Monday 13 August 2012

Food, Glorious Food






Food, glorious food!
Why won't you just try it?
Three banquets a day,
Your least favourite diet.

Just picture a great big steak
Is it just your 'tude?
Oh, food!
Nourishing food,
Fattening food,
Glorious food


I found this blog today that sums up our life quite nicely.

We are living off a diet of Triscuits and Cheerios. It is unbelievably frustrating, especially when she was eating so beautifully. Even fool-proof foods (like cheese!) are getting a big thumbs-down. She cut 6 new teeth in the last couple of weeks, so in return I am cutting her a little slack. It doesn't change the fact that I am still tearing my hair out come mealtime! I just hope it is teeth and not because we are taking her Prednisilone down to a "normal" range. She's just like a delicate flower; a delicate, ANGRY and LOUD flower.

We have been laying low since our hospital stay, with an occasional beach day or trip to the pool. She kind of enjoys the pool, but she really hates to be outside. She is extremely photosensitive and refuses to wear sunglasses. Girlfriend is now 20 months old and gets bored. Fast. I'm trying to show her how much more fun it is outdoors, but her face stays firmly buried in my shoulder. It's just another hurdle we face in the laundry list of our daily routine.

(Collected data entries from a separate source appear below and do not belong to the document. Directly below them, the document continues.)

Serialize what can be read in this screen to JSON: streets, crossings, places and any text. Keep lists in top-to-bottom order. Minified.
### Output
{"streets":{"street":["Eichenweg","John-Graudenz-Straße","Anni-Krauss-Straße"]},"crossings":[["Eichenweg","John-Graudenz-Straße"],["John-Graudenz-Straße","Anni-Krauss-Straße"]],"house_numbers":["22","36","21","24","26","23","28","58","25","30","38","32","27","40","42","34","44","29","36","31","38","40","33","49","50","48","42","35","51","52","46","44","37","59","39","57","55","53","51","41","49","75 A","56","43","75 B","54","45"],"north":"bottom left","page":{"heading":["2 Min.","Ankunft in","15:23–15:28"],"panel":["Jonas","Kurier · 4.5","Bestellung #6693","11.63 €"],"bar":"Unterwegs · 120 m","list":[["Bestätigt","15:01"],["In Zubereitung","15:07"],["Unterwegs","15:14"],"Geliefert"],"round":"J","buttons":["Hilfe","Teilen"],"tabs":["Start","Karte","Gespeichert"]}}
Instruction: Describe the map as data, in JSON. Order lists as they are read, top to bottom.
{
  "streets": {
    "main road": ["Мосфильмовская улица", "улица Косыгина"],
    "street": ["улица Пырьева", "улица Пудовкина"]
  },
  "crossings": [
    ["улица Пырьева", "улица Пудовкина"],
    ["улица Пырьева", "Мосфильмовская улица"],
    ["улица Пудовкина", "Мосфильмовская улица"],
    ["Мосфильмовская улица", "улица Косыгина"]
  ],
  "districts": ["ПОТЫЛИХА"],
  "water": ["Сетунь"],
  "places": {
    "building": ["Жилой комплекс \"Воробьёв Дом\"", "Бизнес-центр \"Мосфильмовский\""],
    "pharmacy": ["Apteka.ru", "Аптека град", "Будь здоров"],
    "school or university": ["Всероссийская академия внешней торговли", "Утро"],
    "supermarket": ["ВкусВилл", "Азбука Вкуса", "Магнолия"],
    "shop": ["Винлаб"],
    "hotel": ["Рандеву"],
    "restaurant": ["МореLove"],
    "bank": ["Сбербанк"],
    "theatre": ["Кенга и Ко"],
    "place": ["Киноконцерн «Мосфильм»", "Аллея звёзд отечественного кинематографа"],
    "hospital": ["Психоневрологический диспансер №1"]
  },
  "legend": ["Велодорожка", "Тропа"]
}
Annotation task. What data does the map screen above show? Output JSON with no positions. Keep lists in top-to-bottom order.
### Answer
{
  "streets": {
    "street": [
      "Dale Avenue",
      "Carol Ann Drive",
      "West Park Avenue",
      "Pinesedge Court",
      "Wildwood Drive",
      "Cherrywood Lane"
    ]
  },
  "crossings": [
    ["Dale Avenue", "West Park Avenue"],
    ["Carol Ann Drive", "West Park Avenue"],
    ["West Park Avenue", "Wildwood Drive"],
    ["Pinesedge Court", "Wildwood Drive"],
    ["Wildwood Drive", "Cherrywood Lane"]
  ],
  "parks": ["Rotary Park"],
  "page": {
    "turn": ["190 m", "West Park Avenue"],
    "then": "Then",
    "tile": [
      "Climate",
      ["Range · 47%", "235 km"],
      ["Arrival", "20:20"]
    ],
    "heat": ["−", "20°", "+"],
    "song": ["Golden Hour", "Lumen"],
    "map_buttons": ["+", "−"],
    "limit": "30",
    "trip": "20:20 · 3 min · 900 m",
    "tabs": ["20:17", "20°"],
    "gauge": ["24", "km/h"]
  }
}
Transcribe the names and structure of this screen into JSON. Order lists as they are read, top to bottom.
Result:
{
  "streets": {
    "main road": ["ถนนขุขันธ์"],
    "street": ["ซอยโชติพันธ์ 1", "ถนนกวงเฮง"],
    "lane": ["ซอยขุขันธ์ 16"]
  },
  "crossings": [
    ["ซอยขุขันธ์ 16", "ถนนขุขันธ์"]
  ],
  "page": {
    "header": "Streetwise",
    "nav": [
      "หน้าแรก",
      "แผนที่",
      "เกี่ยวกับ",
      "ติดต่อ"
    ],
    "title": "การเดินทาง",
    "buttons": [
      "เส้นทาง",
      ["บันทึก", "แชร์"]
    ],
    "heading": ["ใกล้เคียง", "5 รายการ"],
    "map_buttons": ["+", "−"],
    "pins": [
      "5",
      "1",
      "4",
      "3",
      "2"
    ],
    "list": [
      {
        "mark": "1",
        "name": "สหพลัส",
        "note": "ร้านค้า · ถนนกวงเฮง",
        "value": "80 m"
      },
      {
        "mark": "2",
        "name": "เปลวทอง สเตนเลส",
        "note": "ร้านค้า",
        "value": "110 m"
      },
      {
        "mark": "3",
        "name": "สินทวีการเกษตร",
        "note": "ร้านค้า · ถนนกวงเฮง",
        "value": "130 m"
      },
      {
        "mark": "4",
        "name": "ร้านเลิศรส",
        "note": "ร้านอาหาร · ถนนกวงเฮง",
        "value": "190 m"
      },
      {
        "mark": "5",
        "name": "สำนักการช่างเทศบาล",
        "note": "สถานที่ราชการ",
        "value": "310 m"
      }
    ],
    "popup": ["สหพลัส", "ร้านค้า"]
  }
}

Everything seems to be getting harder at the moment. Eleanor is in good health, but her irritability, lack of appetite and sleepless nights are very wearing. We try to stay grateful as news keeps pouring in from other families we know and none of it seems to be good.

Day to day stuff gets really hard when bad news is all around.

I hold all the children and families of those children in my heart. Every night when I creep into Eleanor's room, I watch her perfect little self sleep and say a prayer for everyone we have met on this journey. It is devastating to hear about children fighting for their lives. Babies. Wee ones. Sometimes it gets to be too much to bear. Seeing all of them struggle and know that it's only a matter of months, maybe years, before we go down that path. We cross our fingers and our toes that Eleanor's story will be different, but all these stories hammer it home.

Cancer sucks.

Shouldn't the good moments be unbelievable when we have so much to be grateful for? Why do they feel so bittersweet? I care a lot about those kids who are suffering relapses or complications, I guess. I am greedy; I want all of them to get better, Eleanor included.

"Please sir, I want some more (children to win their battles)."

More?!??! MORE?!???

Oh, speaking of which, Eleanor is now signing! She can sign "want" and "more". Her "want" sign is really more of a "GIVE IT TO ME ALL RIGHT NOW", but her "more" is cute and precise and she knows exactly what she is saying/doing. The first time she did it was for a balloon we were playing with, and I literally ran out of the room crying and screamed, "Kris, she SIGNED!" And then I realised I probably should go back to the balloon game and give the poor girl "more" because that's what she asked for! Whoops. I'm excited to try and teach her a few more signs as girlfriend is really stuck on only saying "hi". Daddy allowed Eleanor to film herself and this is what she came up with.
"Hi" is a great conversation starter, but she's going to need something to back it up. Cuteness can only get you so far!